Although I delude myself that someday my review rate will be 100% of my read rate, at present it looks like I'm running at about 33%...
- Earth Abides, reviewed here, an early classic of post-apocalyptic science fiction by George R. Stewart
- Bad Boy, the latest Inspector Banks novel from Peter Robinson which is due out in September. Although I have not yet reviewed this one it is, like all of Robinson's books, an exquisitely wrought thriller. The first half of Bad Boy features DI Annie Cabbot, holding down the fort while DCI Banks is on holiday in America. The case centers on Banks's own daughter Tracy, who has gotten involved with a very bad boy indeed.

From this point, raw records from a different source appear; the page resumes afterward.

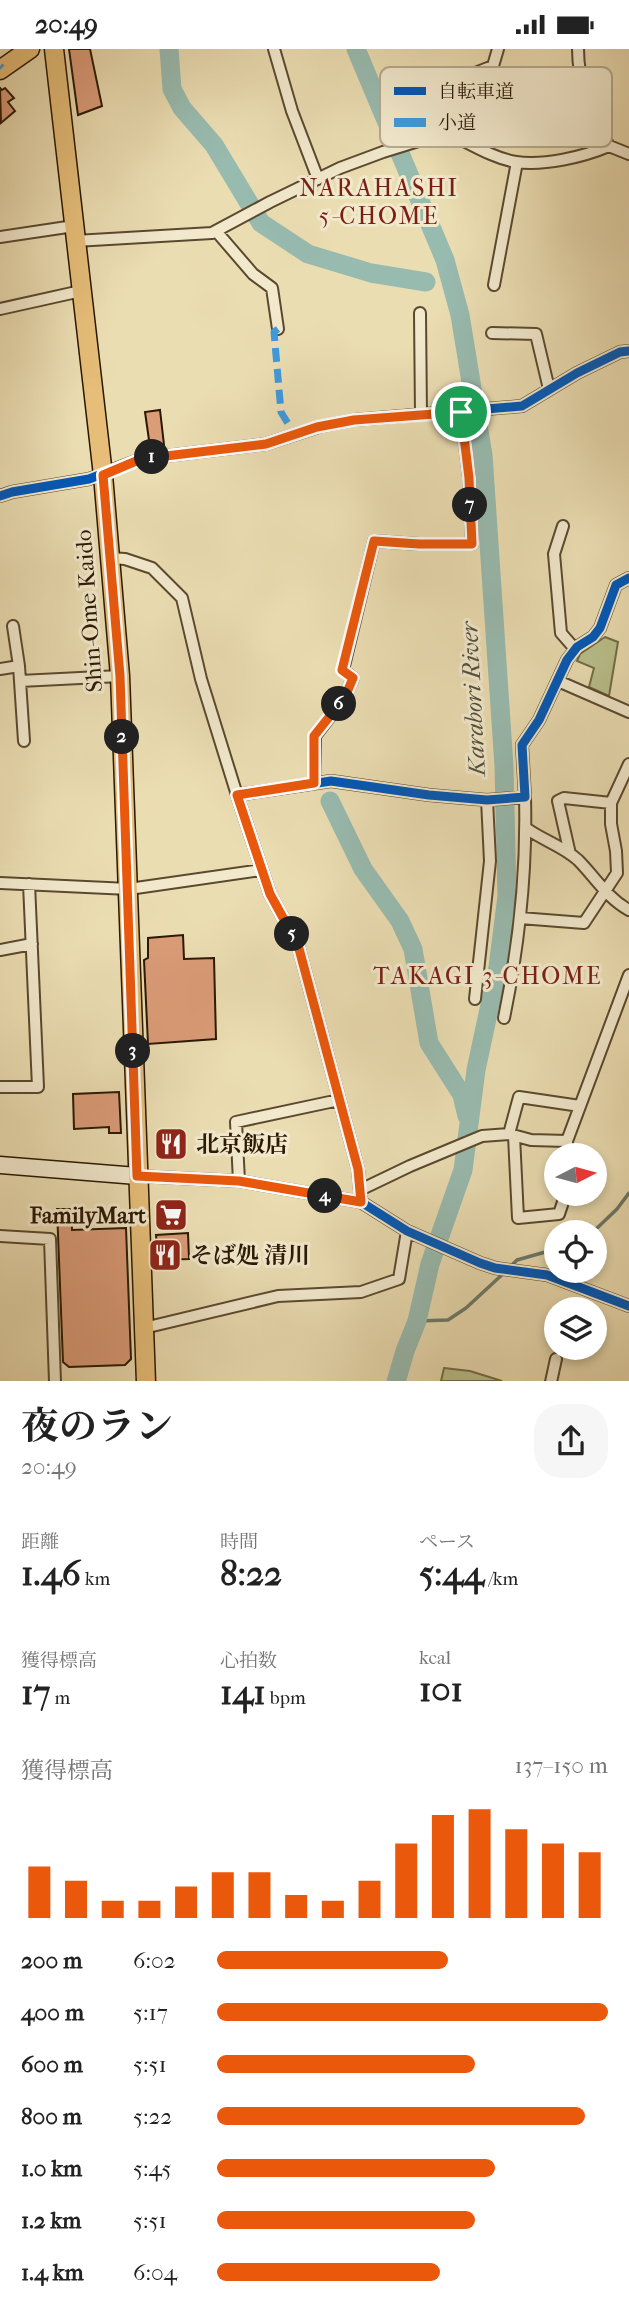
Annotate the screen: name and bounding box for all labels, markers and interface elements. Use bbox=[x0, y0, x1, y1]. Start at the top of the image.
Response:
text: 20:49 bbox=[35, 9, 98, 40]
legend bbox=[380, 67, 612, 147]
text: 自転車道 bbox=[438, 81, 514, 103]
text: 小道 bbox=[438, 112, 476, 134]
district label: NARAHASHI 5-CHOME bbox=[299, 174, 459, 230]
pin bbox=[431, 382, 491, 442]
icon: arrive bbox=[442, 393, 480, 431]
pin: 1 bbox=[134, 439, 170, 475]
text: 1 bbox=[148, 445, 155, 467]
pin: 7 bbox=[452, 487, 488, 523]
text: 7 bbox=[465, 493, 474, 515]
street label: Shin-Ome Kaido bbox=[70, 529, 108, 693]
water label: Karabori River bbox=[455, 619, 491, 779]
pin: 6 bbox=[322, 687, 356, 721]
text: 6 bbox=[333, 692, 344, 714]
pin: 2 bbox=[104, 719, 140, 755]
text: 2 bbox=[117, 725, 126, 747]
pin: 5 bbox=[274, 917, 310, 952]
text: 5 bbox=[287, 922, 296, 944]
district label: TAKAGI 3-CHOME bbox=[373, 962, 603, 990]
pin: 3 bbox=[116, 1033, 150, 1069]
text: 3 bbox=[129, 1039, 136, 1061]
restaurant icon: 北京飯店 bbox=[152, 1125, 190, 1163]
place label: 北京飯店 bbox=[196, 1131, 288, 1158]
north arrow bbox=[544, 1143, 607, 1206]
map controls bbox=[544, 1143, 607, 1360]
pin: 4 bbox=[308, 1179, 342, 1213]
text: 4 bbox=[319, 1184, 330, 1206]
supermarket icon: FamilyMart bbox=[152, 1196, 190, 1234]
place label: FamilyMart bbox=[29, 1202, 147, 1229]
button: locate bbox=[544, 1220, 607, 1283]
restaurant icon: そば処 清川 bbox=[146, 1236, 184, 1274]
place label: そば処 清川 bbox=[190, 1242, 310, 1269]
button: layers bbox=[544, 1297, 607, 1360]
text: 夜のラン bbox=[21, 1404, 173, 1449]
button: share bbox=[534, 1404, 608, 1478]
text: 20:49 bbox=[21, 1453, 77, 1480]
text: 距離 bbox=[21, 1531, 59, 1553]
text: 時間 bbox=[220, 1531, 258, 1553]
text: ペース bbox=[419, 1531, 475, 1553]
text: 1.46 bbox=[21, 1553, 81, 1594]
text: 8:22 bbox=[220, 1553, 282, 1594]
text: 5:44 bbox=[419, 1553, 484, 1594]
text: km bbox=[81, 1568, 110, 1590]
text: /km bbox=[484, 1568, 518, 1590]
text: kcal bbox=[419, 1647, 451, 1669]
text: 獲得標高 bbox=[21, 1650, 97, 1672]
text: 心拍数 bbox=[220, 1650, 277, 1672]
text: 101 bbox=[419, 1669, 463, 1710]
text: 17 bbox=[21, 1672, 50, 1713]
text: 141 bbox=[220, 1672, 266, 1713]
text: m bbox=[50, 1687, 70, 1709]
text: bpm bbox=[266, 1687, 306, 1709]
text: 137–150 m bbox=[515, 1752, 608, 1779]
text: 獲得標高 bbox=[21, 1757, 113, 1784]
text: 200 m bbox=[21, 1947, 82, 1974]
text: 6:02 bbox=[133, 1947, 176, 1974]
text: 400 m bbox=[21, 1999, 84, 2026]
text: 5:17 bbox=[133, 1999, 168, 2026]
text: 600 m bbox=[21, 2051, 83, 2078]
text: 5:51 bbox=[133, 2051, 167, 2078]
text: 800 m bbox=[21, 2103, 82, 2130]
text: 5:22 bbox=[133, 2103, 172, 2130]
text: 1.0 km bbox=[21, 2155, 82, 2182]
text: 5:45 bbox=[133, 2155, 171, 2182]
text: 1.2 km bbox=[21, 2207, 81, 2234]
text: 5:51 bbox=[133, 2207, 167, 2234]
text: 1.4 km bbox=[21, 2259, 84, 2286]
text: 6:04 bbox=[133, 2259, 177, 2286]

- Unknown, the second book in Outcast Season, Rachel Caine's spinoff to her popular Weather Warden urban fantasy series. In this installment, cast out djinn Cassiel continues to become ever more human while fighting the good fight against evil sister djinn Pearl, whose goal is nothing less than to destroy the Earth herself.
Why do I try to read more than one book at a time? At least these four are utterly different from one another.

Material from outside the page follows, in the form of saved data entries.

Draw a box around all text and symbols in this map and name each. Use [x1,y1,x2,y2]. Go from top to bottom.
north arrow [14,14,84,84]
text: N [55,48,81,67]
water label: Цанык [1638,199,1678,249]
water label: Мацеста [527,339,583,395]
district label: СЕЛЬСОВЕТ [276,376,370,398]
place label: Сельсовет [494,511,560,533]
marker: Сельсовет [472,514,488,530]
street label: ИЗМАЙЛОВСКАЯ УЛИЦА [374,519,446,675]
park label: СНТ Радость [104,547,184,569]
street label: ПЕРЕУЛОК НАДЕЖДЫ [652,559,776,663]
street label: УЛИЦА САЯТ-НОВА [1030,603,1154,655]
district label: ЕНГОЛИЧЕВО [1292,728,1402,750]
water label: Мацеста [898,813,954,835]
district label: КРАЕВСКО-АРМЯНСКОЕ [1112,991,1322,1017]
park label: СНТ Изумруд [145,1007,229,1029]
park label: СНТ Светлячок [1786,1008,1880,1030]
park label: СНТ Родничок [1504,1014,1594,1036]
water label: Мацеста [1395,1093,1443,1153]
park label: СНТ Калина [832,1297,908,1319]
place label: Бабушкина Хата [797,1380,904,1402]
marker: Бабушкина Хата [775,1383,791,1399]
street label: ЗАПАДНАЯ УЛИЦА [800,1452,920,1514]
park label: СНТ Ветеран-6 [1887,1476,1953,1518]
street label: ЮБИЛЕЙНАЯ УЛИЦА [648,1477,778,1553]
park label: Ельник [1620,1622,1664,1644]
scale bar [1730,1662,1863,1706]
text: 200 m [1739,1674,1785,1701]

- Harry Potter and the Chamber of Secrets, of course, as Padric and I continue our annual summer read of the whole cycle. I'm only a few chapters in, and, as I do every time, I find myself yelling at Harry and Ron just to wait for the grownups to emerge back onto the Muggles platform instead of taking the Anglia and making their own way to Hogwarts. Kids these days.
- Peach Cobbler Murder, a Hannah Swensen cozy by Joanne Fluke. These books are not particularly well-written and not at all original...they're just so darned, well, cozy, that I feel the urge to read one every now and again. As usual, in this one Hannah and her friends drink more coffee than is humanly possible, and eat more cookies; she vacillates between the two chaste relationships she has with boyfriends Norman the dentist and Mike the cop; she rolls her eyes at her mother; she feeds her cat far too much; and, oh yes, a murder happens in Lake Eden. Ah, small town life.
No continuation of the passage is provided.